We're an award-winning company that uses cutting-edge, technology-enabled, peer recovery support services to improve the lives of those affected by Substance Use Disorder. Based in Austin, Texas, our passionate team turns a combination of decades of experience in peer services, SUD treatment, predictive analytics, outcomes data analysis, strategic partnerships, and strong coffee into real results that impact individuals and families all over the country. We have a variety of roles at our company, but everyone’s goal is the same: revolutionizing addiction recovery to improve outcomes.
We are a mission-driven organization that takes care of our people; our most valuable resource. We provide an excellent benefits package that includes:
· A supportive company culture that values what you bring to the table while still giving you the opportunity to learn, grow, and advance your career
· Access to employee-sponsored and voluntary medical coverage and life insurance
· 100% paid employee only dental, vision, short term disability, long term disability, and basic life insurance.

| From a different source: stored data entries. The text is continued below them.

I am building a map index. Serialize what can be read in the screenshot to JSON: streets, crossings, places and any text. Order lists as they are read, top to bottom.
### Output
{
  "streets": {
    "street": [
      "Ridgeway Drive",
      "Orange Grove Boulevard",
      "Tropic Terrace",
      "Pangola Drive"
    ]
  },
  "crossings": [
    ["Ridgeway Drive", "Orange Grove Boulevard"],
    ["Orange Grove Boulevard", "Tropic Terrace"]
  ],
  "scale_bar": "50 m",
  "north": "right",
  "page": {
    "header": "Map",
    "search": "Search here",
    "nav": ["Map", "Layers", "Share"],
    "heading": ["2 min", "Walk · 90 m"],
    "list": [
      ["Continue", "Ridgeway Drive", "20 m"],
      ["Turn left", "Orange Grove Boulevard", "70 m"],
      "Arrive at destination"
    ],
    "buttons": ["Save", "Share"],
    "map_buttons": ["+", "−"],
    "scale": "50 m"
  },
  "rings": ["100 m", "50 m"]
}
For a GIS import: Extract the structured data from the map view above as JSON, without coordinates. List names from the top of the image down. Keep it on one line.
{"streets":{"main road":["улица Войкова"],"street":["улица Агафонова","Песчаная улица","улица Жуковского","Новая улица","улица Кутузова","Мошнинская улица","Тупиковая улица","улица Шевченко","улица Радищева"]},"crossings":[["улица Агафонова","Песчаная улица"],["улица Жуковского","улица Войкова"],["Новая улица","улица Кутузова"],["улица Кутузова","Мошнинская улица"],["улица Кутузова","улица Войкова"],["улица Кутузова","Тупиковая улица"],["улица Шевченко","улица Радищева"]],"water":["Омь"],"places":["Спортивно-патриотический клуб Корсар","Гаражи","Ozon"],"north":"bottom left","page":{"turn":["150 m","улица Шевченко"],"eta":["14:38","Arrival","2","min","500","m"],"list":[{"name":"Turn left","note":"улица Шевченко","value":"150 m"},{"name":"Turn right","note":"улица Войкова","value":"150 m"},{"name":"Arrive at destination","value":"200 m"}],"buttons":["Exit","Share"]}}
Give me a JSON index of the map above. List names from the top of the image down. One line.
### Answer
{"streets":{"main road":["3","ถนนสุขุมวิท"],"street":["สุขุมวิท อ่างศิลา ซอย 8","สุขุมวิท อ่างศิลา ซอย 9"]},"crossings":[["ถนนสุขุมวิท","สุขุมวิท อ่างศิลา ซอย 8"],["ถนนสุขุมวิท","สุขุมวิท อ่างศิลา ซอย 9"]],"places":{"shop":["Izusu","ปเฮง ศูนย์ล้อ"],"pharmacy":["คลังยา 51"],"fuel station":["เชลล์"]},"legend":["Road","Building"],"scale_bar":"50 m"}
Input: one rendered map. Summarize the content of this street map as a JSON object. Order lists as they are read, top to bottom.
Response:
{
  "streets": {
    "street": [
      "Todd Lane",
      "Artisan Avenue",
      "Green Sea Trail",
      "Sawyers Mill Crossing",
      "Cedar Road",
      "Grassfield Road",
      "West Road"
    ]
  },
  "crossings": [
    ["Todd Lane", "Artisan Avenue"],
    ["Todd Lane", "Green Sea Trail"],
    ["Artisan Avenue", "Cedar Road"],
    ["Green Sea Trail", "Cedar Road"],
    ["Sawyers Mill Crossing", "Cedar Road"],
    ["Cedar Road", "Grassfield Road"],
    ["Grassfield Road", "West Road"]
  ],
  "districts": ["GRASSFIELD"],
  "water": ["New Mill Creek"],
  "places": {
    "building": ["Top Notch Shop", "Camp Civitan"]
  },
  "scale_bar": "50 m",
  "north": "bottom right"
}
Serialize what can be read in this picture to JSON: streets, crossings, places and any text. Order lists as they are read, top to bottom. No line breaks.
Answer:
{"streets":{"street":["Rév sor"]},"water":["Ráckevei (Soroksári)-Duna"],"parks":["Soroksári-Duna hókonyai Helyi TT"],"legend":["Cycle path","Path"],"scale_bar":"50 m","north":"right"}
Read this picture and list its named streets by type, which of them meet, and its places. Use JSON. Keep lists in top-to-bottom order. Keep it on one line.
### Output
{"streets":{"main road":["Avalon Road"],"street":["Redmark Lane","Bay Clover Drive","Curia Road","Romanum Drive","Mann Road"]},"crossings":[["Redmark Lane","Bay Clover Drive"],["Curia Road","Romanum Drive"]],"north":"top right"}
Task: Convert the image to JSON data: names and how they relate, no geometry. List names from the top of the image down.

· 401(k) plan with employer match
· Generous PTO package
· Employee Assistant Program
· Business-casual environment
The Verification of Benefits Specialist is responsible for contacting insurance companies to verify patient insurance coverage. The VOB Specialist ensures insurance coverage by telephone, resolves any issues with coverage and escalates complicated issues to a supervisor. The VOB Specialist is responsible for updating patient benefit information in MAP's insurance system and verifying that existing information is accurate.
- Compiles medical insurance verification of benefit and eligibility information submitted by the client for processing within contracted timelines
- Ensures verification of benefit and eligibility information obtained from payer/insurance company is accurate
- Inability to obtain a verification of benefit or incomplete info1mation is reported to the manager immediately
- Responsible for maintaining a system for initial and subsequent verification of benefits
- Responsible for daily reporting of verification of benefit activities
- Prepares and maintains individual patient files, documentation in electronic HIP AA compliant application (Box)
- Keeps supervisor apprised of matters regarding verification of benefits
- Represents the company in a professional manner at all times.
- Keeps current with third-party/payers’ guidelines
- Maintain high-integrity and honesty in all affairs
This is not a comprehensive listing of activities, duties or responsibilities that are required of the employee. Other duties, responsibilities and activities may change or be assigned at any time with or without notice.
This position does not have any supervisory responsibilities.
Qualifications/Skills and Knowledge Requirements
- High school diploma or GED
- Exemplary customer service skills
- Attention to detail and ability to complete the job with minimal errors
- Excellent oral and written communication skills
- Ability to prioritize and manage time effectively
- Ability to maintain confidentiality
- Proficient with Microsoft Suite: Word, Excel, PowerPoint, and Outlook
Educational and/or Work Experience
- 4-year college degree and/or medical billing/coding certificate
"I attest" Statement
MAP Health Management, LLC is an equal opportunity employer. MAP and its subsidiaries do not discriminate in employment on account of race, color, religion, national origin, citizenship status, ancestry, age, sex (including sexual harassment), sexual orientation, marital status, physical or mental disability, military status or unfavorable discharge from military service.
I understand that neither the completion of this application nor any other part of my consideration for employment establishes any obligation for MAP Health Management and its subsidiaries to hire me. If I am hired, I understand that either MAP or I can terminate my employment at any time and for any reason, with or without cause and without prior notice. I understand that no representative of MAP has the authority to make any assurance to the contrary.
I attest with my signature below that I have given to MAP true and complete information on this application. No requested information has been concealed. I authorize any person, organization or company listed on this application to furnish you any and all information concerning my previous employment, education, and qualifications for employment. I also authorize you to request and receive such information.
If any information I have provided is untrue, or if I have concealed material information, I understand that this will constitute cause for the denial of employment or immediate dismissal.